At the same time, Russia’s recent test of a Tsirkon hypersonic cruise missile from a submarine in the north of the country has focused US military planners on the prospect of America falling behind its two superpower rivals in what some are seeing as a new arms race.
Hypersonic missiles are often defined as missiles launched by a rocket into Earth’s upper atmosphere at speeds of Mach 5 and above (five times the speed of sound or 6,174 kilometers (3,836 miles) per hour), before maneuvring towards a target.
Several countries already have intercontinental ballistic missiles (ICBMs) that travel just as fast – or even faster – but these cannot change trajectory once launched. The new generation of hypersonic missiles are equipped with glide vehicles that approach their targets at high speed in the final phase of flight.
Russian president Vladimir Putin announced as long ago as 2007 that his country had developed a completely new technology for ballistic missiles, which he referred to as “hypersonic missiles”. And from 2015, Russia has been testing new glide vehicles, called Avantgard, that are mounted on intercontinental missiles and can reach speeds of 7,000 km/h when approaching their targets.
Putin said this was a means to counter US missile defense systems, developed after the withdrawal by the Bush administration from the Anti-Ballistic Missile Treaty in 2001.
The latest Chinese tests involved not only a hypersonic glide vehicle, but possibly a “fractional orbital bombardment system” that enables the release of various payloads in flight prior to entering the atmosphere, enabling multiple targets to be reached that can be very far apart from each other.
If successful, this would give China a new capability to approach the US mainland from the south. That matters, because American early-warning systems and missiles defenses are primarily oriented towards tracking ballistic missiles entering the atmosphere from a northerly direction, based on the expected path of Russian ICBMs.
The precise technology employed by this system is not yet fully understood. General Mark Milley, the chairman of the US joint chiefs of staff referred to the test as “close to a Sputnik moment” (a reference to the first earth satellite launched by the Soviet Union in 1957). China has denied carrying out such a test.

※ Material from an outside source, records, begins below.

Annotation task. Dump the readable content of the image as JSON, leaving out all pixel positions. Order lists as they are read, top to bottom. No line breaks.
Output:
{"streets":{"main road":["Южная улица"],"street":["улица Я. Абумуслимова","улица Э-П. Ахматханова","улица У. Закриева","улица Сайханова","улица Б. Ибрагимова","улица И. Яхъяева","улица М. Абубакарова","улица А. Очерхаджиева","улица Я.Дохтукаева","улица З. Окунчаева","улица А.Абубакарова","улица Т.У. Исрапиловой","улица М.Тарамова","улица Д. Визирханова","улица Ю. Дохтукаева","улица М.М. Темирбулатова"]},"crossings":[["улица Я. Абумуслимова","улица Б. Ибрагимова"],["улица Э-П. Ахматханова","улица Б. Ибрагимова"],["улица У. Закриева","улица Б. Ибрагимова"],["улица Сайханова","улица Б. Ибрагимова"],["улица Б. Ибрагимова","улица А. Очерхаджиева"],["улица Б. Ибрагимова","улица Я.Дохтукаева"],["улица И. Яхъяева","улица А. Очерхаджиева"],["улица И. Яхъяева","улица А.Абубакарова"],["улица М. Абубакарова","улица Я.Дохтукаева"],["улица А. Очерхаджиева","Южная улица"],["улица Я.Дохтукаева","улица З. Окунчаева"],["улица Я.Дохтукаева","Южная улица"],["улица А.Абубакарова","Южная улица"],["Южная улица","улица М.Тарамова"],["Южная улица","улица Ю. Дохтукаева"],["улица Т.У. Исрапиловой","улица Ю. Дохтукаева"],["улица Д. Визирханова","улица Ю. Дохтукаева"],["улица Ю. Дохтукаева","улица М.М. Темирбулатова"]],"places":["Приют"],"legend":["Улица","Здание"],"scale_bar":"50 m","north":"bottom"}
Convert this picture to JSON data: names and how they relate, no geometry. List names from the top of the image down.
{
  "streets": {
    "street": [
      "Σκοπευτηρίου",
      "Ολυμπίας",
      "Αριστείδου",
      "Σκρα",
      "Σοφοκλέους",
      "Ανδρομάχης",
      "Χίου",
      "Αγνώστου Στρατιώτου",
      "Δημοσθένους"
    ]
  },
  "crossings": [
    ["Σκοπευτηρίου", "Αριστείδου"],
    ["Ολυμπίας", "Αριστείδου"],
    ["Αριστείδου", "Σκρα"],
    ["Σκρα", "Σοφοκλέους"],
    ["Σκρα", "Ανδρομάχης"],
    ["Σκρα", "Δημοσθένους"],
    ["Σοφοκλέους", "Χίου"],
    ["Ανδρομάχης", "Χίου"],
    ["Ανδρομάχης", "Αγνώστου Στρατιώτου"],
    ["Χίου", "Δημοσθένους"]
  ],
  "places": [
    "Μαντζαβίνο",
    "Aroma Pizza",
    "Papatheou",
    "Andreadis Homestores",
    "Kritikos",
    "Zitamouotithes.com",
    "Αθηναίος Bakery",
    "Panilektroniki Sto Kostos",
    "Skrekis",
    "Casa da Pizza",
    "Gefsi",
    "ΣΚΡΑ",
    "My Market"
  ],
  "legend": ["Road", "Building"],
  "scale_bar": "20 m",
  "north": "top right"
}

The strategic significance of hypersonic weapons technology has been exaggerated. Hypersonic missiles do not constitute a “game changer” in offensive military capabilities. The nuclear strike forces of the United States, Russia and China already rely on intercontinental ballistic missiles which travel at 20 times the speed of sound.
The difference now is that shorter-range missiles can also achieve hypersonic speeds inside the Earth’s atmosphere.
The key issue is that US defense capability is not designed to deal with a substantial strike from Russia or China. It is primarily built to counter small salvos of missile launches from “rogue states” such as North Korea and Iran. The US actually relies on deterrence, based on a robust offensive strike capability as a deterrent to prevent a nuclear attack from either Russia and China.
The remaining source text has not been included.